Stored items:

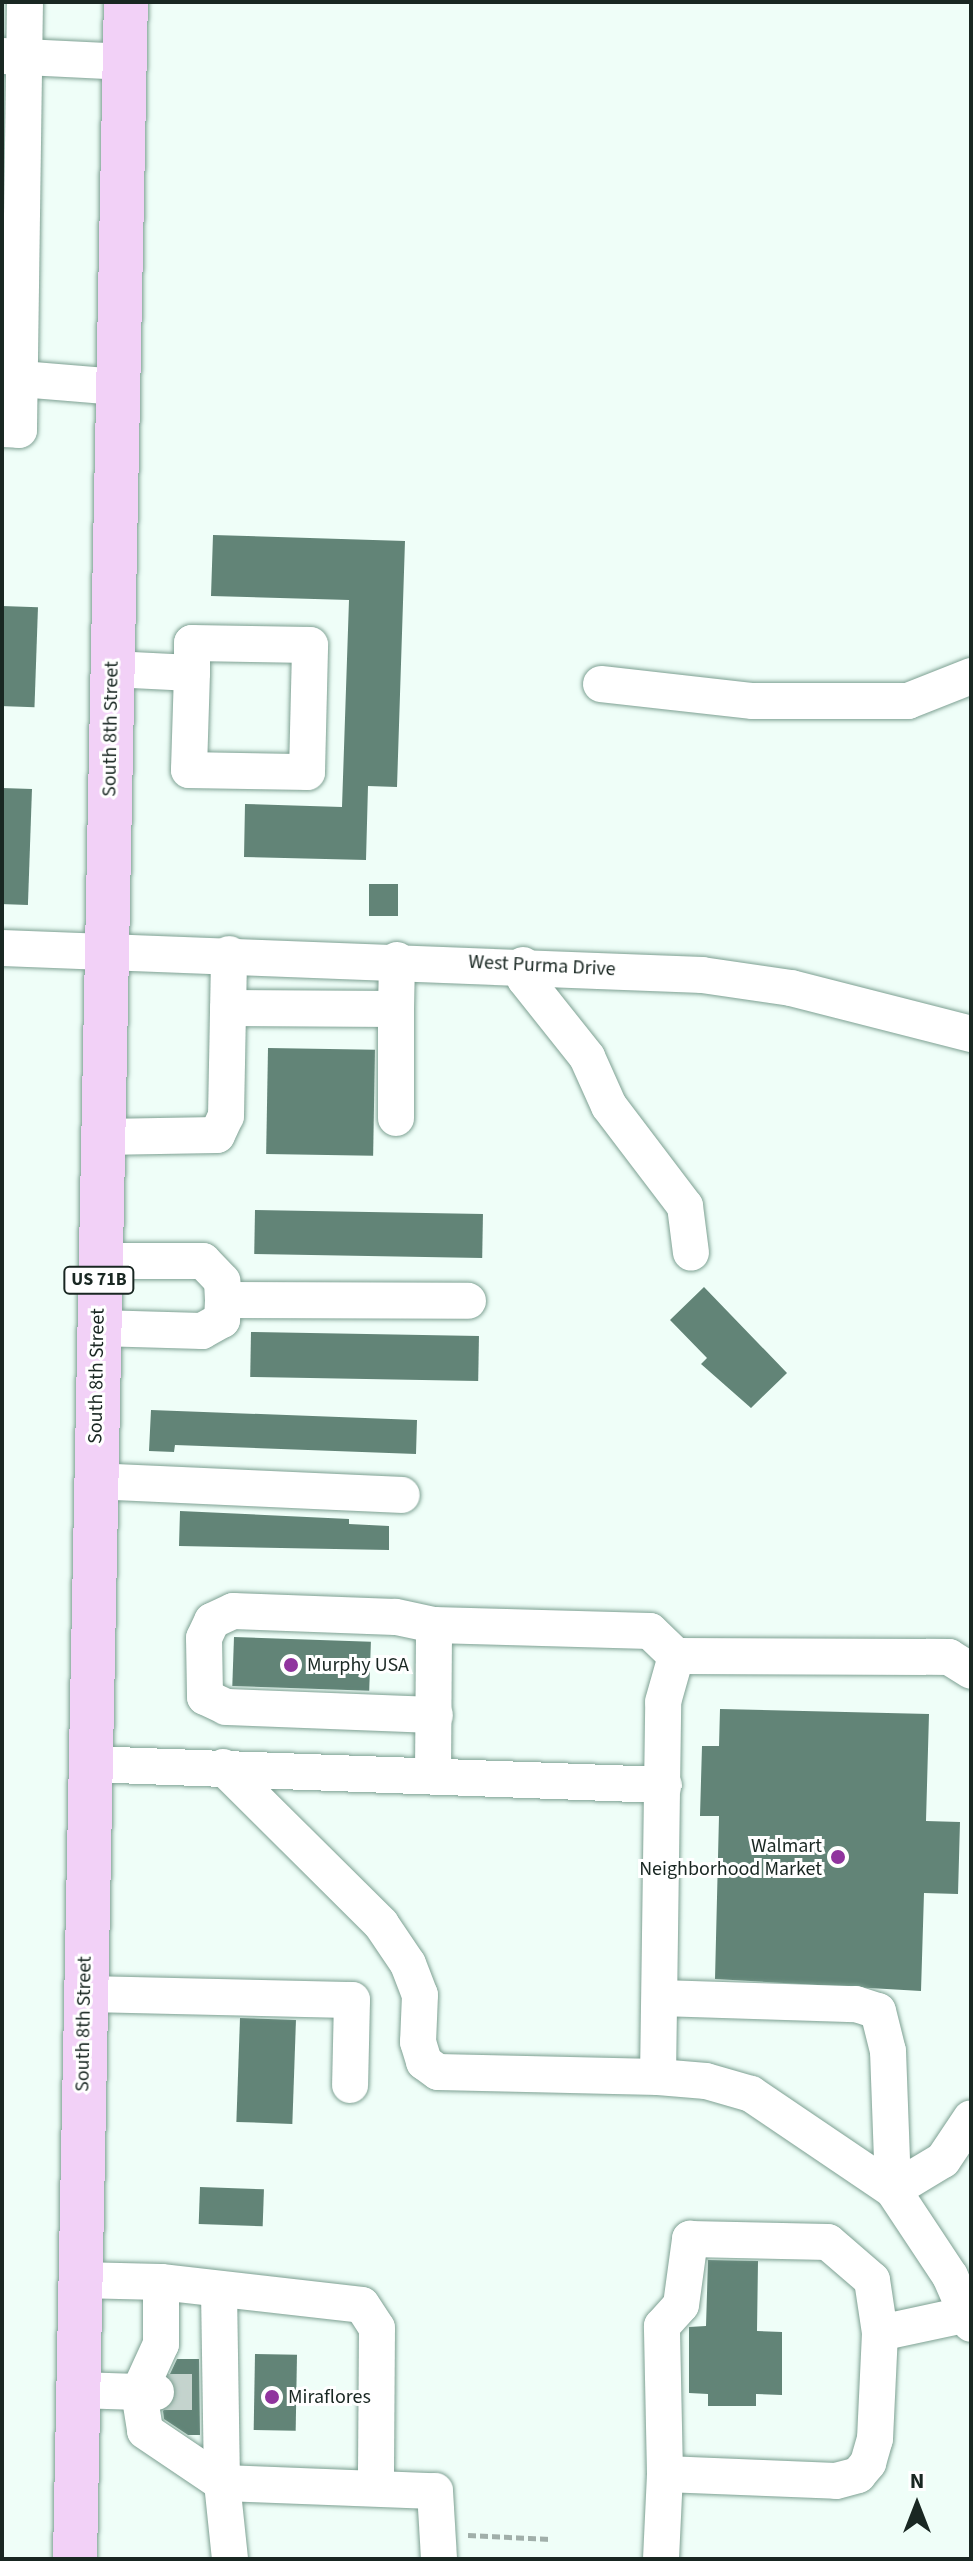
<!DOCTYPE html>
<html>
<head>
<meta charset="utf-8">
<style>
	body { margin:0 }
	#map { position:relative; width:973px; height:2561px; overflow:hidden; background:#effef8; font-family:"Source Sans 3",sans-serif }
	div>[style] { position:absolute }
	.building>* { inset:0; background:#628477; transform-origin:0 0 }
	.minor-tunnel>* { height:36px; margin-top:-18px; transform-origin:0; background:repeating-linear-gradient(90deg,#c4d3cd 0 36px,transparent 0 54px) }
	.path>* { height:5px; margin-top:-2.5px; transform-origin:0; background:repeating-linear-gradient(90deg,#a1afaa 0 8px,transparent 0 12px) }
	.roads { filter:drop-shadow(0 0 2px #7da092) drop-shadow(0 0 2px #7da092) }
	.minor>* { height:36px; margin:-18px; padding:0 18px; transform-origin:18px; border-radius:18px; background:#fff }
	.major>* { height:44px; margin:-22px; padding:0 22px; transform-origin:22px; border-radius:22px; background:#f2d1f7 }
	.dots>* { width:22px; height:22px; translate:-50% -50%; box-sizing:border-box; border:4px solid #fff; border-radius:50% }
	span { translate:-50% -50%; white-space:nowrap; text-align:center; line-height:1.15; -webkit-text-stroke:6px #fff; paint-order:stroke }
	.shield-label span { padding:2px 6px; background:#fff; border:2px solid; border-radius:6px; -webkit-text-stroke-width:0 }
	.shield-label { font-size:18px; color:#192722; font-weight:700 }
	.street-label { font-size:20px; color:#192722 }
	.poi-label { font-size:20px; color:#192722 }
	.left { translate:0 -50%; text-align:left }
	.right { translate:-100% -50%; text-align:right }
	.frame { position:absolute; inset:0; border:4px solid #192722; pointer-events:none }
	.north { position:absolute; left:877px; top:2465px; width:80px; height:80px; -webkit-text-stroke:6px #fff; paint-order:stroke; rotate:0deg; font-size:22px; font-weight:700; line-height:32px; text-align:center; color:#192722 }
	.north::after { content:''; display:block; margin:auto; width:28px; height:36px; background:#192722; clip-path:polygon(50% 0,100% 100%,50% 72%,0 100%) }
</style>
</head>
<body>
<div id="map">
	<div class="building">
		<i style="clip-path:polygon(213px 535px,405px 541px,397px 787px,368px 786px,366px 860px,244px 857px,245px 804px,342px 807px,349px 600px,211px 596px)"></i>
		<i style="left:2px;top:606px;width:36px;height:100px;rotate:2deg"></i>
		<i style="left:2px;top:788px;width:30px;height:116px;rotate:2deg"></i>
		<i style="left:369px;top:884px;width:29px;height:32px"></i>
		<i style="left:268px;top:1048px;width:107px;height:106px;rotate:1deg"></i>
		<i style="left:255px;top:1210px;width:228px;height:44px;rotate:1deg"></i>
		<i style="clip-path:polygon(704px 1287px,787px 1373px,751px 1408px,701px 1364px,707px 1358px,670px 1320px)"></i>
		<i style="left:251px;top:1332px;width:228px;height:45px;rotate:1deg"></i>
		<i style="clip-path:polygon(151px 1410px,417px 1420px,416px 1454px,175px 1445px,174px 1452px,149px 1451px)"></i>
		<i style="clip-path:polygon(180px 1511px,349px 1519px,349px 1524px,389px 1526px,389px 1550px,179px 1546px)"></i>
		<i style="left:234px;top:1637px;width:137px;height:49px;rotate:2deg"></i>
		<i style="clip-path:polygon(720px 1709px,929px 1714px,926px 1821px,960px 1822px,958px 1894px,924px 1893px,921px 1991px,715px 1979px,719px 1816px,700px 1816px,702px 1746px,719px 1746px)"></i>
		<i style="left:240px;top:2018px;width:56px;height:104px;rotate:2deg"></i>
		<i style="left:200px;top:2187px;width:64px;height:37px;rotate:2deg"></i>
		<i style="clip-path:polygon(708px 2260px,758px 2261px,757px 2331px,782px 2332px,782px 2395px,756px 2394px,756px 2406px,708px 2406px,708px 2394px,689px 2393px,689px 2327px,706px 2326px)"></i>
		<i style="left:255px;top:2354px;width:42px;height:76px;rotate:1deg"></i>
		<i style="clip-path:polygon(177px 2359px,199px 2359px,200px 2435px,188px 2435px,164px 2419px,163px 2411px,177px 2393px,169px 2376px)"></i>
	</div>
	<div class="minor-tunnel">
		<i style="left:156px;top:2392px;width:51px"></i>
	</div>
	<div class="path">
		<i style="left:468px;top:2535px;width:83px;rotate:2.8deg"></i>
	</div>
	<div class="roads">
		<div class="minor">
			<i style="left:4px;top:56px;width:121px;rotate:2.8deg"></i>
			<i style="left:21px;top:379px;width:97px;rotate:4.7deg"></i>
			<i style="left:2px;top:429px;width:17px;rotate:3deg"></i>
			<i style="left:19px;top:430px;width:428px;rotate:-89.2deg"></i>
			<i style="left:112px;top:669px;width:80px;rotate:2.9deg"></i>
			<i style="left:192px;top:673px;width:97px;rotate:91.8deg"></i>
			<i style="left:189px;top:770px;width:118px;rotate:1deg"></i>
			<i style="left:307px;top:772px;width:127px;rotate:-88.6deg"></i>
			<i style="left:310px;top:645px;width:118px;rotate:-179deg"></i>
			<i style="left:192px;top:643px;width:30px;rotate:90deg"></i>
			<i style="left:601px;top:684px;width:153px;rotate:6.4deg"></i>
			<i style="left:753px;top:701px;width:155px"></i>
			<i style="left:908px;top:701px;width:68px;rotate:-21.6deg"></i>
			<i style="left:2px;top:948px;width:701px;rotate:2.21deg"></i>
			<i style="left:702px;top:975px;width:90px;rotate:8.3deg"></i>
			<i style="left:791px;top:988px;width:186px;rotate:14.3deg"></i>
			<i style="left:523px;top:965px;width:14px;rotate:82deg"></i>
			<i style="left:525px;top:979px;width:100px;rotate:51.5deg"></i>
			<i style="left:587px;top:1057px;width:54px;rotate:65.8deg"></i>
			<i style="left:609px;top:1106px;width:126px;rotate:52.8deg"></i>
			<i style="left:685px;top:1206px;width:47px;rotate:82.7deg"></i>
			<i style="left:228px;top:1008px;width:168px;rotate:0.3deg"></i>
			<i style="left:396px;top:1009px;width:49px;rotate:-88.8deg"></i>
			<i style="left:396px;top:1009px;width:109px;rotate:90deg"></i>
			<i style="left:102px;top:1137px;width:115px;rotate:-1deg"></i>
			<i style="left:217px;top:1135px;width:21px;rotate:-65deg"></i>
			<i style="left:226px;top:1116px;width:162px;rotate:-88.9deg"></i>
			<i style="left:99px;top:1261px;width:104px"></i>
			<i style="left:203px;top:1261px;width:28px;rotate:46deg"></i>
			<i style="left:222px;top:1281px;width:19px;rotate:87deg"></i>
			<i style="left:223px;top:1300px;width:245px;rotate:0.2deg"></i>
			<i style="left:98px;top:1328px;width:104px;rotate:1.7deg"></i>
			<i style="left:202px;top:1331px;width:23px;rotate:-29deg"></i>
			<i style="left:222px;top:1320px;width:20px;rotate:-87deg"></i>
			<i style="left:94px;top:1481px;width:308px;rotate:2.6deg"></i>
			<i style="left:434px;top:1625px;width:40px;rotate:-168deg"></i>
			<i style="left:395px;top:1617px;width:162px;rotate:-177.9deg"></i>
			<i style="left:233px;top:1611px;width:23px;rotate:155deg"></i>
			<i style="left:212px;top:1621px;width:19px;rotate:115deg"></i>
			<i style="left:204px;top:1638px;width:59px;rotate:89deg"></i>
			<i style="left:205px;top:1697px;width:23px;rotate:25deg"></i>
			<i style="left:226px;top:1707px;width:209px;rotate:2.2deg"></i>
			<i style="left:88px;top:1764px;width:576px;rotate:2.09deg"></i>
			<i style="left:223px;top:1767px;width:223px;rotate:44.8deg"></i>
			<i style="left:381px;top:1924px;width:48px;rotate:56deg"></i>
			<i style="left:408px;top:1964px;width:33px;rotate:69deg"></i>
			<i style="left:420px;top:1995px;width:47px;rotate:92.4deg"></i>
			<i style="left:418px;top:2042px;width:21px;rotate:73deg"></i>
			<i style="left:424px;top:2062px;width:17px;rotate:36deg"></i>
			<i style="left:438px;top:2072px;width:220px;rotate:1.3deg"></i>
			<i style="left:658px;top:2077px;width:48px;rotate:4.8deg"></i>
			<i style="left:706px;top:2081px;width:47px;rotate:16.1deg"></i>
			<i style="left:751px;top:2094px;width:171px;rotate:34.1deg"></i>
			<i style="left:893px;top:2190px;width:103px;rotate:56.5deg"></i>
			<i style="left:950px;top:2276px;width:52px;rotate:66.4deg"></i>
			<i style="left:433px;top:1776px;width:151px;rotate:-89.6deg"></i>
			<i style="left:434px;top:1625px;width:216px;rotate:1.6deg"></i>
			<i style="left:650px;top:1631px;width:36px;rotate:44deg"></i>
			<i style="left:676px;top:1656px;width:273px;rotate:0.2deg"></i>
			<i style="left:949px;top:1657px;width:26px;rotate:32deg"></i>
			<i style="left:84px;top:1994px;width:268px;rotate:1.3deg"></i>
			<i style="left:352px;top:2000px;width:85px;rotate:91.3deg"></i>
			<i style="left:660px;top:1998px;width:196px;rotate:1.8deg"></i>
			<i style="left:856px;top:2004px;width:23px;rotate:18deg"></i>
			<i style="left:878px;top:2011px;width:41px;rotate:76deg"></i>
			<i style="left:888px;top:2051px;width:139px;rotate:87.9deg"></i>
			<i style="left:893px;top:2190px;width:58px;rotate:-31deg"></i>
			<i style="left:943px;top:2160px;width:50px;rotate:-56.3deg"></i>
			<i style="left:658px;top:2077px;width:375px;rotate:-89.2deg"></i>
			<i style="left:663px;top:1702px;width:48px;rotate:-74.2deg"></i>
			<i style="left:161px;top:2282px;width:202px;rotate:6.5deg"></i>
			<i style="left:362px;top:2305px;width:27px;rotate:57deg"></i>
			<i style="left:377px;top:2328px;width:159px;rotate:90.4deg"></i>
			<i style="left:219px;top:2291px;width:192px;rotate:89.1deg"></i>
			<i style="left:77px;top:2390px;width:62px;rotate:1.8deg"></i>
			<i style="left:139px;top:2392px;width:53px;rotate:-65.4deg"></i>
			<i style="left:161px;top:2344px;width:62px;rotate:-90deg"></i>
			<i style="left:161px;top:2282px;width:82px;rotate:-178.6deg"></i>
			<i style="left:156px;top:2392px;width:17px;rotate:180deg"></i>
			<i style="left:139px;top:2392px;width:39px;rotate:81deg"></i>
			<i style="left:145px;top:2431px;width:93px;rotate:34deg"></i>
			<i style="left:665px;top:2474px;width:148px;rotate:-91.2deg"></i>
			<i style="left:662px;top:2326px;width:28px;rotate:-48deg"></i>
			<i style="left:681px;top:2305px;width:67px;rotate:-82.2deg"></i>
			<i style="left:690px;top:2239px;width:138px;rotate:1.2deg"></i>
			<i style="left:828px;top:2242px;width:58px;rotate:40.8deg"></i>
			<i style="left:872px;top:2280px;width:54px;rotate:81.4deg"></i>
			<i style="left:230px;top:2559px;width:76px;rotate:-96deg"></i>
			<i style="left:222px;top:2483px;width:213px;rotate:2.2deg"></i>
			<i style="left:435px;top:2491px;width:68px;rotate:86.6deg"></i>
			<i style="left:661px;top:2559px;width:85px;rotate:-87.3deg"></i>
			<i style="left:665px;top:2474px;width:171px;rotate:2.3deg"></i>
			<i style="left:836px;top:2481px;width:23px;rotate:-15deg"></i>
			<i style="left:858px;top:2475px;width:16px;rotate:-50deg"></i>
			<i style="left:868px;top:2463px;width:25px;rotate:-74deg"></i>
			<i style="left:875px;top:2439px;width:106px;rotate:-87.3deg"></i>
			<i style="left:880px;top:2333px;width:91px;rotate:-12.1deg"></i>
		</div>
		<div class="major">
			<i style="left:75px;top:2559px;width:2558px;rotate:-88.86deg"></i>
		</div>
	</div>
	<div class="dots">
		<i style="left:291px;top:1665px;background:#90349e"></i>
		<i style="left:838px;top:1857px;background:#90349e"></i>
		<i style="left:272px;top:2397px;background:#90349e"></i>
	</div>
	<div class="shield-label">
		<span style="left:99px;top:1280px">US 71B</span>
	</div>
	<div class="street-label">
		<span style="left:111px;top:729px;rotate:-89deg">South 8th Street</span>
		<span style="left:542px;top:966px;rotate:3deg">West Purma Drive</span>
		<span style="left:97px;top:1376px;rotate:-89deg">South 8th Street</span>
		<span style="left:84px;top:2024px;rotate:-89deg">South 8th Street</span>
	</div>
	<div class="poi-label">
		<span class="left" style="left:307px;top:1665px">Murphy USA</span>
		<span class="right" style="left:822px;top:1858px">Walmart<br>Neighborhood Market</span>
		<span class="left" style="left:288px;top:2397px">Miraflores</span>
	</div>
	<div class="frame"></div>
	<div class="north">N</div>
</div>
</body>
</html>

- Work item
Output, line for line and exactly, the records above from their first line through the one with "filter:drop-shadow(0 0 2px", both ends included, but no pictures.

- Written solution
<!DOCTYPE html>
<html>
<head>
<meta charset="utf-8">
<style>
	body { margin:0 }
	#map { position:relative; width:973px; height:2561px; overflow:hidden; background:#effef8; font-family:"Source Sans 3",sans-serif }
	div>[style] { position:absolute }
	.building>* { inset:0; background:#628477; transform-origin:0 0 }
	.minor-tunnel>* { height:36px; margin-top:-18px; transform-origin:0; background:repeating-linear-gradient(90deg,#c4d3cd 0 36px,transparent 0 54px) }
	.path>* { height:5px; margin-top:-2.5px; transform-origin:0; background:repeating-linear-gradient(90deg,#a1afaa 0 8px,transparent 0 12px) }
	.roads { filter:drop-shadow(0 0 2px #7da092) drop-shadow(0 0 2px #7da092) }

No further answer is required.